Multi-View Prediction for 3D Reconstruction
SpaRP predicts multi-view images at uniformly distributed camera poses and uses a 3D reconstruction module to convert these images into a 3D representation. The joint training of NOCS prediction and multi-view prediction branches enhances the performance of both tasks. The reconstruction module employs a two-stage coarse-to-fine approach to generate a high-resolution textured mesh.

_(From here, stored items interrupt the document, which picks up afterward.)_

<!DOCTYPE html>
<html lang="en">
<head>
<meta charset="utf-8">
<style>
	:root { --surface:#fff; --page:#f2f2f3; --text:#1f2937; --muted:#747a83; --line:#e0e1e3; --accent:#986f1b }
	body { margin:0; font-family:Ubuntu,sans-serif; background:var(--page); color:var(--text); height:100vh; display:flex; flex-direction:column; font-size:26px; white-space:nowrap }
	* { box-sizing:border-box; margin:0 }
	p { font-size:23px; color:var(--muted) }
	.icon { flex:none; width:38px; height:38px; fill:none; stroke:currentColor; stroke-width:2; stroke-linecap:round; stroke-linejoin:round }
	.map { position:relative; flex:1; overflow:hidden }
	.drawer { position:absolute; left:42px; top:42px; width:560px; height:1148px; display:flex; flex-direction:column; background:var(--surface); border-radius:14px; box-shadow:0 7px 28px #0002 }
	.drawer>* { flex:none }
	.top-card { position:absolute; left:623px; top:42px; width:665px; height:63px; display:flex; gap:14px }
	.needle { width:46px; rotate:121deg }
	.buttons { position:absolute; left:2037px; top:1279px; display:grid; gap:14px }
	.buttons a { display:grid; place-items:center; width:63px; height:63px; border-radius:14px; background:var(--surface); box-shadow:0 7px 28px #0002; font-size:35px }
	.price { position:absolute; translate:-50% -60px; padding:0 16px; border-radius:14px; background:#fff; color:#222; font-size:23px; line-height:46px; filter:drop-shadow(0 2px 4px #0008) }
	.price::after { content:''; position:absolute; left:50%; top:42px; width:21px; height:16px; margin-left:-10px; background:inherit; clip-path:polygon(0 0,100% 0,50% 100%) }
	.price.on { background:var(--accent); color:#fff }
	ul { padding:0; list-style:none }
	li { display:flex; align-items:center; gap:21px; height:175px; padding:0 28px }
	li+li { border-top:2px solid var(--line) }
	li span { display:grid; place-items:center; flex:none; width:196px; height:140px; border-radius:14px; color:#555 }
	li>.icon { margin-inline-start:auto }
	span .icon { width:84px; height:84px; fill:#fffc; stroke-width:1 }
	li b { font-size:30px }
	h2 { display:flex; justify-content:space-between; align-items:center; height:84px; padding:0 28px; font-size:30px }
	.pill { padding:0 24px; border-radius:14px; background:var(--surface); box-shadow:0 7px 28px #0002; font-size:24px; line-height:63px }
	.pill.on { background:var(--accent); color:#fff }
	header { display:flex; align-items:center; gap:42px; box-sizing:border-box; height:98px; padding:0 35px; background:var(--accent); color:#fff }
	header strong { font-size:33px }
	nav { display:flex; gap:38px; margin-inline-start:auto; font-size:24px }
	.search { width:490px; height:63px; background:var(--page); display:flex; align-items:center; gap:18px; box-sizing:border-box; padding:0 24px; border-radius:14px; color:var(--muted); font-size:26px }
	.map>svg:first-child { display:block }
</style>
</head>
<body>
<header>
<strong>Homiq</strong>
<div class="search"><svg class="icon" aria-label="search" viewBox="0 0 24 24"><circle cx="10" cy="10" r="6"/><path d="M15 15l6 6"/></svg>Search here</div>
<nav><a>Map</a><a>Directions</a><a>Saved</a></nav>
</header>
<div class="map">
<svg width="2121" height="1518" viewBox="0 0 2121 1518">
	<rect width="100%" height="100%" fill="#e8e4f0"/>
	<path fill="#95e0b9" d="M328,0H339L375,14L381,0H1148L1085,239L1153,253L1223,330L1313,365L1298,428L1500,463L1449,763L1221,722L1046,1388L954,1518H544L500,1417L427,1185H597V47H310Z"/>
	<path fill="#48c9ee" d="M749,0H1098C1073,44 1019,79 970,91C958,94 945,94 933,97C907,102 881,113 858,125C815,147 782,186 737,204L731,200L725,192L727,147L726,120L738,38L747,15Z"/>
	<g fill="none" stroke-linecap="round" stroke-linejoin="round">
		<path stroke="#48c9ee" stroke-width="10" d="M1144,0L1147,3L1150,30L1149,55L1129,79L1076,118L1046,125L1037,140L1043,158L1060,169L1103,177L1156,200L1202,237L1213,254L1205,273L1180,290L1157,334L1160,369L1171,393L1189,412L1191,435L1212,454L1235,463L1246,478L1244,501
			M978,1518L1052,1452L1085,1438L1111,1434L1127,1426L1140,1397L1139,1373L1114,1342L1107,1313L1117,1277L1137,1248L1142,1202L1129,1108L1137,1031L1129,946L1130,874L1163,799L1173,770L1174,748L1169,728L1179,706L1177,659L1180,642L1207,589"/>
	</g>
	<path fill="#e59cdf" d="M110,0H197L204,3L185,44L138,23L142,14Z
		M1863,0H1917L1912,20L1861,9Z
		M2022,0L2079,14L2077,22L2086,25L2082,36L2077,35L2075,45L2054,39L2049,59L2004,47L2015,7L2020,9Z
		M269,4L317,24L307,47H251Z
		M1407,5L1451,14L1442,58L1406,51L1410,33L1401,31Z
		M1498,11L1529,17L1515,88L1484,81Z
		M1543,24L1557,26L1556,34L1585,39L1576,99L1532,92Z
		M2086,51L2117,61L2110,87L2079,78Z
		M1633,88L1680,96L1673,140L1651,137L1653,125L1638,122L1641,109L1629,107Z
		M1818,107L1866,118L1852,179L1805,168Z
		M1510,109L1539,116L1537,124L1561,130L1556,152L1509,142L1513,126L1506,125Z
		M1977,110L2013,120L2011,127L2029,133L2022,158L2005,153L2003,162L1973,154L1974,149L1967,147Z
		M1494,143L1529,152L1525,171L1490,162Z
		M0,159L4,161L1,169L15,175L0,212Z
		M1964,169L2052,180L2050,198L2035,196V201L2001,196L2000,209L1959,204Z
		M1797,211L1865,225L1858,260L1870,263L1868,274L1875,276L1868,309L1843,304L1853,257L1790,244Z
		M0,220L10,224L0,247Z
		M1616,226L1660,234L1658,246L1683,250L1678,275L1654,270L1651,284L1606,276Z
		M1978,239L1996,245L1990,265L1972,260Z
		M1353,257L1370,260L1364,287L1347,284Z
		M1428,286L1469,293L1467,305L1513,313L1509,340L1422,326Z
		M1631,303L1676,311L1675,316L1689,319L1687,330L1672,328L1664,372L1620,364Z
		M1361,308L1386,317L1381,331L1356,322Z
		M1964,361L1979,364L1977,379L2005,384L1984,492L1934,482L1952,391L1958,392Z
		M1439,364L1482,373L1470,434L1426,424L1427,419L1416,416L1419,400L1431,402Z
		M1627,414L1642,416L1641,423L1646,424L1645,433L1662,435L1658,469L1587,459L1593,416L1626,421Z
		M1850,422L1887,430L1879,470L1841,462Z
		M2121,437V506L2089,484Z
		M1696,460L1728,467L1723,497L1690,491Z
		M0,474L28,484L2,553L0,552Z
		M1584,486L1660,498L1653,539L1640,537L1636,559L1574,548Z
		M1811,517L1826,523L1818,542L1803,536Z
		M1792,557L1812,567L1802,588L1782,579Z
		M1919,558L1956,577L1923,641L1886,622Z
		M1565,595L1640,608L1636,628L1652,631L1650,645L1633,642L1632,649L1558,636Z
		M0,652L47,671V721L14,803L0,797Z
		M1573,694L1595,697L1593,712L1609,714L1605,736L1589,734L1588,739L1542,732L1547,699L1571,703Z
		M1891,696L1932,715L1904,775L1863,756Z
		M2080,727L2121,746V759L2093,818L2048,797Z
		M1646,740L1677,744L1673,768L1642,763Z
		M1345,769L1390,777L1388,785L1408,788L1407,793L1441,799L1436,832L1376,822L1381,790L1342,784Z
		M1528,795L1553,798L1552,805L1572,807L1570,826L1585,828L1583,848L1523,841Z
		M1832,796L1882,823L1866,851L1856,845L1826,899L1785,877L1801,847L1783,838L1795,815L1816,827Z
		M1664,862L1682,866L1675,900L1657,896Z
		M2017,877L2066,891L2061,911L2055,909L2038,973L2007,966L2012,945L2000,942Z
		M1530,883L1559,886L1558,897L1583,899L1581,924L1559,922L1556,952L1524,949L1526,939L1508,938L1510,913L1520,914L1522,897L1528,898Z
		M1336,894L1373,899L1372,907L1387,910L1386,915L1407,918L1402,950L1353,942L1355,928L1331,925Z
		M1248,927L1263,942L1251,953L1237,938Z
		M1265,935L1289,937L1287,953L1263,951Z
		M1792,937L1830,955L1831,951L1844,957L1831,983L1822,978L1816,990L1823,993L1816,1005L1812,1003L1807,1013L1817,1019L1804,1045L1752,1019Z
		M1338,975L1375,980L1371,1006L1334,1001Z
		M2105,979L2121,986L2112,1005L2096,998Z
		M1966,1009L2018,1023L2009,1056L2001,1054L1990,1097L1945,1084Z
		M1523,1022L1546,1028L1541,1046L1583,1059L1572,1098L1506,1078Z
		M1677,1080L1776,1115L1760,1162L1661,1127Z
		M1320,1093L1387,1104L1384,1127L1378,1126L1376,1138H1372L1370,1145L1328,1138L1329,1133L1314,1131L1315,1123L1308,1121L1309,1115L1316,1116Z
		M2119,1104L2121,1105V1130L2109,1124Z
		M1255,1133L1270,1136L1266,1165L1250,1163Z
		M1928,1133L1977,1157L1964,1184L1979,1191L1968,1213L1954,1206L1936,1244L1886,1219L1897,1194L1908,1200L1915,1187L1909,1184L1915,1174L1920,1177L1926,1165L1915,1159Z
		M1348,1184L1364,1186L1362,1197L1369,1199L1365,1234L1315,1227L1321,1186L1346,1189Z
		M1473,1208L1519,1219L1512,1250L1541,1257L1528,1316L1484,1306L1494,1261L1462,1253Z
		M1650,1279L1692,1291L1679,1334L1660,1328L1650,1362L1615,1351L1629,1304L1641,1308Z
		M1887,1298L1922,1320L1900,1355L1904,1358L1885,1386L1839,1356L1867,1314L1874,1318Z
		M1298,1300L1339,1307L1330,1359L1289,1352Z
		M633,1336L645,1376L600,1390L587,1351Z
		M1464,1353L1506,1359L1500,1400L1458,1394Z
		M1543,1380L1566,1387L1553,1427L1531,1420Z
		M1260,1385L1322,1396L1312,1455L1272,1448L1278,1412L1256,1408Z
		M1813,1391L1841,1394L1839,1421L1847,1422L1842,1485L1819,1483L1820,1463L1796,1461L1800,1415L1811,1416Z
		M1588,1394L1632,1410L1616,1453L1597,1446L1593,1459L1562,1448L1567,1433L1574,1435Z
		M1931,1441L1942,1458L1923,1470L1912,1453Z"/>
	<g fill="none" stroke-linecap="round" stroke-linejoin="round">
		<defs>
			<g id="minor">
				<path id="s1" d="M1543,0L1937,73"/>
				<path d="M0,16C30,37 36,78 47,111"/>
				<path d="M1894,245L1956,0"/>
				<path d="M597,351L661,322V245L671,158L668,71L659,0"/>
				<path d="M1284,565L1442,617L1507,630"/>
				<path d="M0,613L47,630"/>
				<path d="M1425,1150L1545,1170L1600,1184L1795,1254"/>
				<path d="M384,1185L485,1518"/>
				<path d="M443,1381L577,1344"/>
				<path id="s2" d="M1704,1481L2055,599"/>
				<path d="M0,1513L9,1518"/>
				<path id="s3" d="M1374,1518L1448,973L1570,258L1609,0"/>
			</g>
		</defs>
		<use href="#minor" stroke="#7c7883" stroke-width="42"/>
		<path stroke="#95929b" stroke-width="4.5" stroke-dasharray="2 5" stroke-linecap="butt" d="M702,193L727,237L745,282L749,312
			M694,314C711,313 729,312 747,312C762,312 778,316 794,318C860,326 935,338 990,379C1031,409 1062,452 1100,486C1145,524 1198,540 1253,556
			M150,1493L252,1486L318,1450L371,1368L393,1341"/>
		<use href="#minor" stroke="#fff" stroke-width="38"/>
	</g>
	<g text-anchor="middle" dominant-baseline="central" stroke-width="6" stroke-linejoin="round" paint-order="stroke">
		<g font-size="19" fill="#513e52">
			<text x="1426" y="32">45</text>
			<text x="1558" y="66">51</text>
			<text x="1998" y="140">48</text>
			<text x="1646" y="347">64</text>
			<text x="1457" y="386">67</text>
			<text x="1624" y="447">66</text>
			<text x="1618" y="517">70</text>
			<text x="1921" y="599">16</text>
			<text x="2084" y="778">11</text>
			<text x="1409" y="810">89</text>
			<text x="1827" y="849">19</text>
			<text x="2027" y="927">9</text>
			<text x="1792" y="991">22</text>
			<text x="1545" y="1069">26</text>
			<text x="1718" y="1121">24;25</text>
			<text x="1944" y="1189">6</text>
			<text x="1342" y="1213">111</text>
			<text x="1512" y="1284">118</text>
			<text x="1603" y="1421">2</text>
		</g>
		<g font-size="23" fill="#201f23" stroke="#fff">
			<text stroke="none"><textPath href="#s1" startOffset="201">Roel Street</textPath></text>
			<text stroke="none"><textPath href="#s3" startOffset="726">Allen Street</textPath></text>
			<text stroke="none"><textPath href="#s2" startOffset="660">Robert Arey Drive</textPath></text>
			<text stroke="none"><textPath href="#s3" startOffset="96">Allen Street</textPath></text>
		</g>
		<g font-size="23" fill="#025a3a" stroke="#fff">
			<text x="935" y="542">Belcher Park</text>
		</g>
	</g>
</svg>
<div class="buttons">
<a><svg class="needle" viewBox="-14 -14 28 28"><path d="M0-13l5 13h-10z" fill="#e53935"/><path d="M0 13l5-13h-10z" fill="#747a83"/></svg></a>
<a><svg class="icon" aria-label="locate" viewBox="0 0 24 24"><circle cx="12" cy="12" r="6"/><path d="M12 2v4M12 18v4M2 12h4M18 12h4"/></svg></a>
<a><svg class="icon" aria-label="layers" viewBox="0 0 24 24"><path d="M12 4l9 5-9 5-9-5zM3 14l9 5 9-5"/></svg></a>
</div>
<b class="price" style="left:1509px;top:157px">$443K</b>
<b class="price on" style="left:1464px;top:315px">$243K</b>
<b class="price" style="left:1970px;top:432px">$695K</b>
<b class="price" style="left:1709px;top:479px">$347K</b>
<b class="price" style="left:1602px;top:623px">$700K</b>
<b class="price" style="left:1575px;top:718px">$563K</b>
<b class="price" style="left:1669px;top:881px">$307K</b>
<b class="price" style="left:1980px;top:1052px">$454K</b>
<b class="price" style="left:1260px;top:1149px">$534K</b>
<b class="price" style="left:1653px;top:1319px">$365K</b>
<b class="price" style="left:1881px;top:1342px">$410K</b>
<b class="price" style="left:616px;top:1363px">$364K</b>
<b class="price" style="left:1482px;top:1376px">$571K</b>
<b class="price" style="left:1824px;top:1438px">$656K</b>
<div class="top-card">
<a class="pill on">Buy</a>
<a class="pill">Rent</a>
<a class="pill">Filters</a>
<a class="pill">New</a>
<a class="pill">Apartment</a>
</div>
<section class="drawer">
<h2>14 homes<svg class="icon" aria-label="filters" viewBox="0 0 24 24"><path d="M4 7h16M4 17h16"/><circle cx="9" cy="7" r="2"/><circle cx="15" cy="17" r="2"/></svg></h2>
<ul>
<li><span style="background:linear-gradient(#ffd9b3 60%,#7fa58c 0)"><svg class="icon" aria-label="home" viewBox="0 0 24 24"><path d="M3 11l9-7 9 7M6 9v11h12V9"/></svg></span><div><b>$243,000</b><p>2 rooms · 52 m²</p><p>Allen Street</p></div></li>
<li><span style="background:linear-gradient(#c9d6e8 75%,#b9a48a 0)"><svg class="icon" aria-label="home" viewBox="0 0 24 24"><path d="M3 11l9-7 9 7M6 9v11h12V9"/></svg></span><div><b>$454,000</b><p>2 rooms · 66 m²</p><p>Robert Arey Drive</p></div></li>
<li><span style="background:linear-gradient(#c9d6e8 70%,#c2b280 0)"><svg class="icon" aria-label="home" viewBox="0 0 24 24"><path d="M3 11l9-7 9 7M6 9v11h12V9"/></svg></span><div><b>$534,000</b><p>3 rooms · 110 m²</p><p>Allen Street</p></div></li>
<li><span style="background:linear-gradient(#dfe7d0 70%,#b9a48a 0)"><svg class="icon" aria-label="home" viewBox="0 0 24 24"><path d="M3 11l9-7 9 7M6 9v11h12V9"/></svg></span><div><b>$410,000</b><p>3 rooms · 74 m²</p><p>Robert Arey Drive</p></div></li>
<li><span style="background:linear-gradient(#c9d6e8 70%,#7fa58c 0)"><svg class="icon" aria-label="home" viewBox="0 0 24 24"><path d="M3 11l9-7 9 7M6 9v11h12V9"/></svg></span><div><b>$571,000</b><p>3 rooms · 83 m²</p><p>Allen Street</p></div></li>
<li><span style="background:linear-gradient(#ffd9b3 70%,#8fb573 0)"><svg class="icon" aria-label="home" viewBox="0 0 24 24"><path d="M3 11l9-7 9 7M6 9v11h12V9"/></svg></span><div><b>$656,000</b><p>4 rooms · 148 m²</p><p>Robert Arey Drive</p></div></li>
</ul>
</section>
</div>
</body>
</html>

Pose Refinement with Reconstructed 3D Model
The initial poses predicted from the NOCS maps can be further refined using the generated 3D mesh. Differentiable rendering is used to minimize the rendering loss between the input images and the rendered images from the generated mesh. A Mixture of Experts (MoE) strategy is employed to address ambiguity issues related to NOCS prediction for symmetric objects.
Experimental Design
Evaluation Settings
SpaRP is trained on a curated subset of the Objaverse dataset, filtered for high-quality data. The model is evaluated on the GSO, OmniObject3D, and ABO datasets, which include both real scans and synthetic objects. The evaluation metrics include rotation and translation errors, F-Score, CLIP-Sim, PSNR, and LPIPS.
Baselines
For 3D reconstruction, SpaRP is compared with state-of-the-art single-image-to-3D and sparse-view-to-3D methods. For pose estimation, it is compared with RelPose++, FORGE, and iFusion. The evaluation demonstrates that SpaRP significantly outperforms these baselines in terms of both accuracy and efficiency.
Results and Analysis
Pose Prediction
SpaRP outperforms all baseline methods in pose estimation, demonstrating superior accuracy and efficiency. The method leverages 2D diffusion models to generate acceptable results in a single forward pass, with further refinement improving performance.
3D Reconstruction
SpaRP produces high-quality textured meshes that closely match the input sparse views. It outperforms both single-view-to-3D and sparse-view methods in terms of 2D and 3D metrics, demonstrating superior geometry and texture quality.
Analysis
The number of input views significantly impacts the performance of both 3D reconstruction and pose estimation. SpaRP effectively integrates information from multiple sparse views, enhancing its ability to capture the spatial relationships and underlying 3D objects. The joint training strategy further improves the performance of both tasks.
Overall Conclusion
SpaRP is a novel method for 3D reconstruction and pose estimation from unposed sparse-view images. It leverages the rich priors embedded in 2D diffusion models to achieve high-quality textured meshes and accurate camera poses in approximately 20 seconds. SpaRP demonstrates strong open-world generalizability and efficiency, significantly outperforming existing methods in both accuracy and runtime.